■ Task data:
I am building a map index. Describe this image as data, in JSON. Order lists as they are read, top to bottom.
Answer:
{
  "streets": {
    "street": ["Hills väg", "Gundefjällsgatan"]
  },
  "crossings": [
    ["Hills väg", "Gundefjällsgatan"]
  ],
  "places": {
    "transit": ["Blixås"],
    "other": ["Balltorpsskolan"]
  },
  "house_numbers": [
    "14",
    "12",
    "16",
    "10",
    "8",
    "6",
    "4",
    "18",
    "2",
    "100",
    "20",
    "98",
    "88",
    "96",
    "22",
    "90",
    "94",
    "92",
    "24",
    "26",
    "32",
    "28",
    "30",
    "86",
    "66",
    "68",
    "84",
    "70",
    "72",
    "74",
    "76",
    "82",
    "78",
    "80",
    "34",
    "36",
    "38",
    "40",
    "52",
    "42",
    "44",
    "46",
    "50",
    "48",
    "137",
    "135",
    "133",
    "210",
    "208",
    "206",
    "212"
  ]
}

---

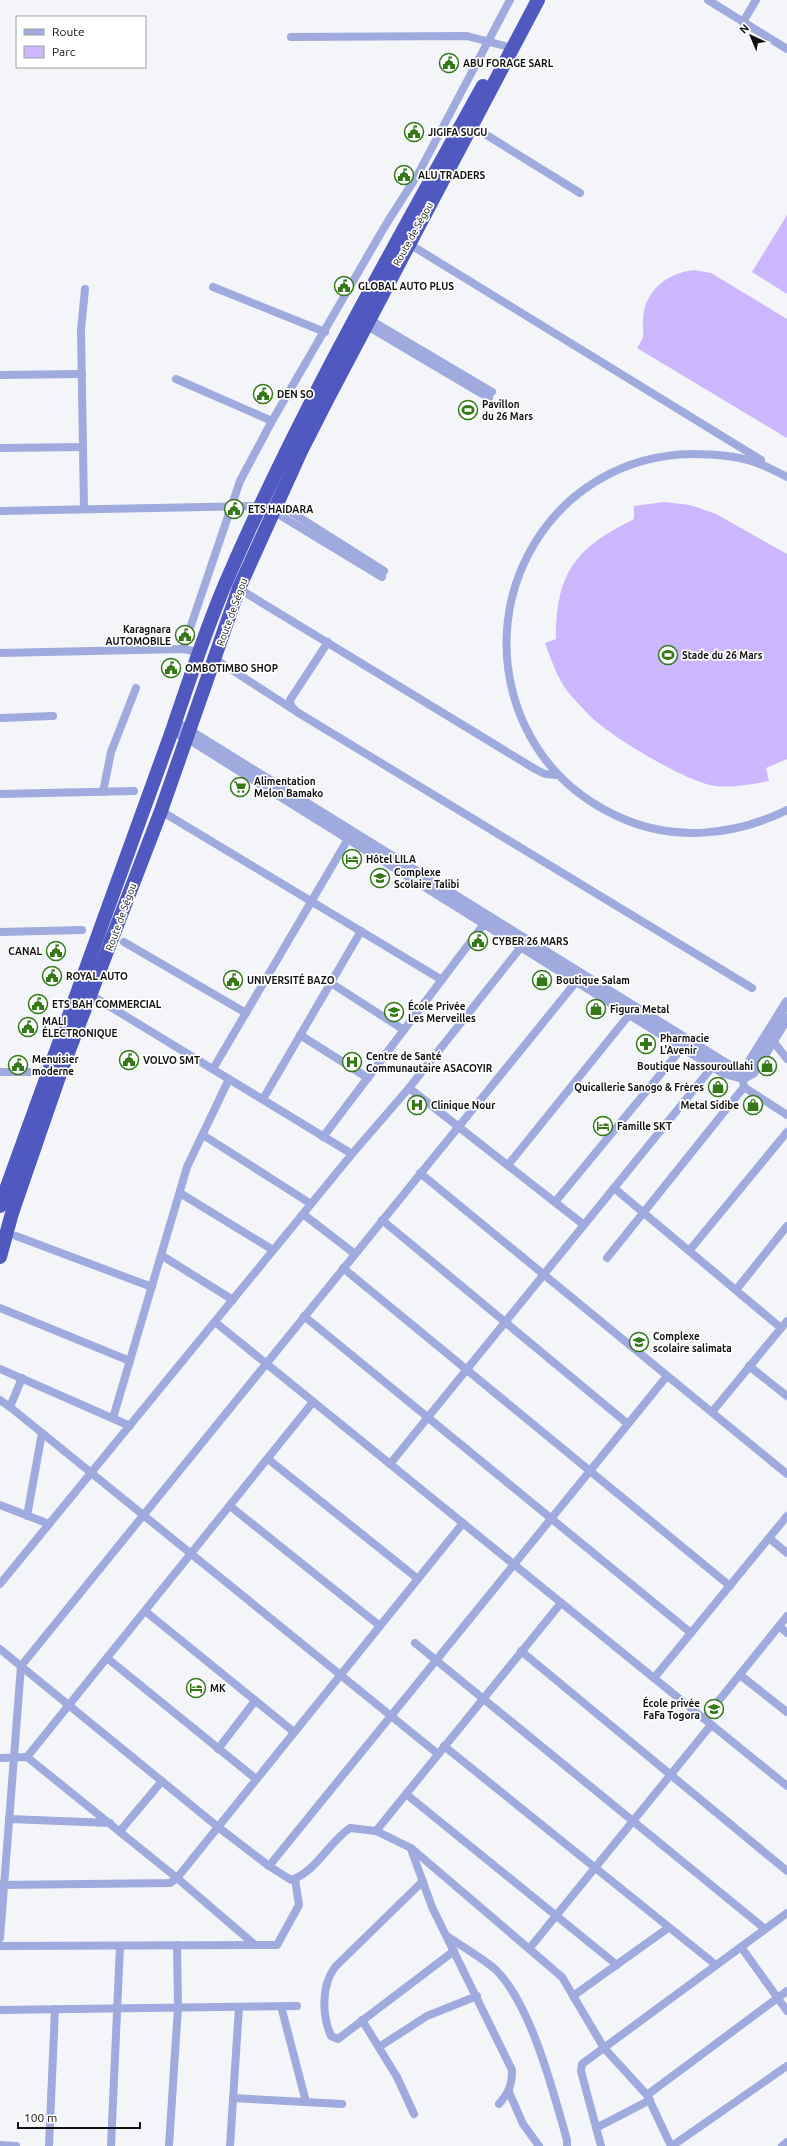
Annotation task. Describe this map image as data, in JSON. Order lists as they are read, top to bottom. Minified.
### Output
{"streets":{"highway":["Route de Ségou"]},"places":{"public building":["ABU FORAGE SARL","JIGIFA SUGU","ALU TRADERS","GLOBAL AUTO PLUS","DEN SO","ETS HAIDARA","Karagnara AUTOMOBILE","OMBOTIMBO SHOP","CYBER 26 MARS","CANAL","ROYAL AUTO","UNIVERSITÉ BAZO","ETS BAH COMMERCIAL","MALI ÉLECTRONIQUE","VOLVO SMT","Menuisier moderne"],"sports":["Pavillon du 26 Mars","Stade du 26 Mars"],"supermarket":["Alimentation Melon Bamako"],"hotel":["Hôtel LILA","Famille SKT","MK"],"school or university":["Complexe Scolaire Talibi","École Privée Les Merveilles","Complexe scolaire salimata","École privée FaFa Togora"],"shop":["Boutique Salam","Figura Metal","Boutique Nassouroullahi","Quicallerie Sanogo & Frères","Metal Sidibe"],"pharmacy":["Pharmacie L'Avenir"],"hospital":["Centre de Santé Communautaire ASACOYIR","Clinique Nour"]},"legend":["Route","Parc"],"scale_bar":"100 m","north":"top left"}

■ What the exercise asks: Look through the data above and report every line in which "they" appears.

■ Answer space:
I am building a map index. Describe this image as data, in JSON. Order lists as they are read, top to bottom.
Annotation task. Describe this map image as data, in JSON. Order lists as they are read, top to bottom. Minified.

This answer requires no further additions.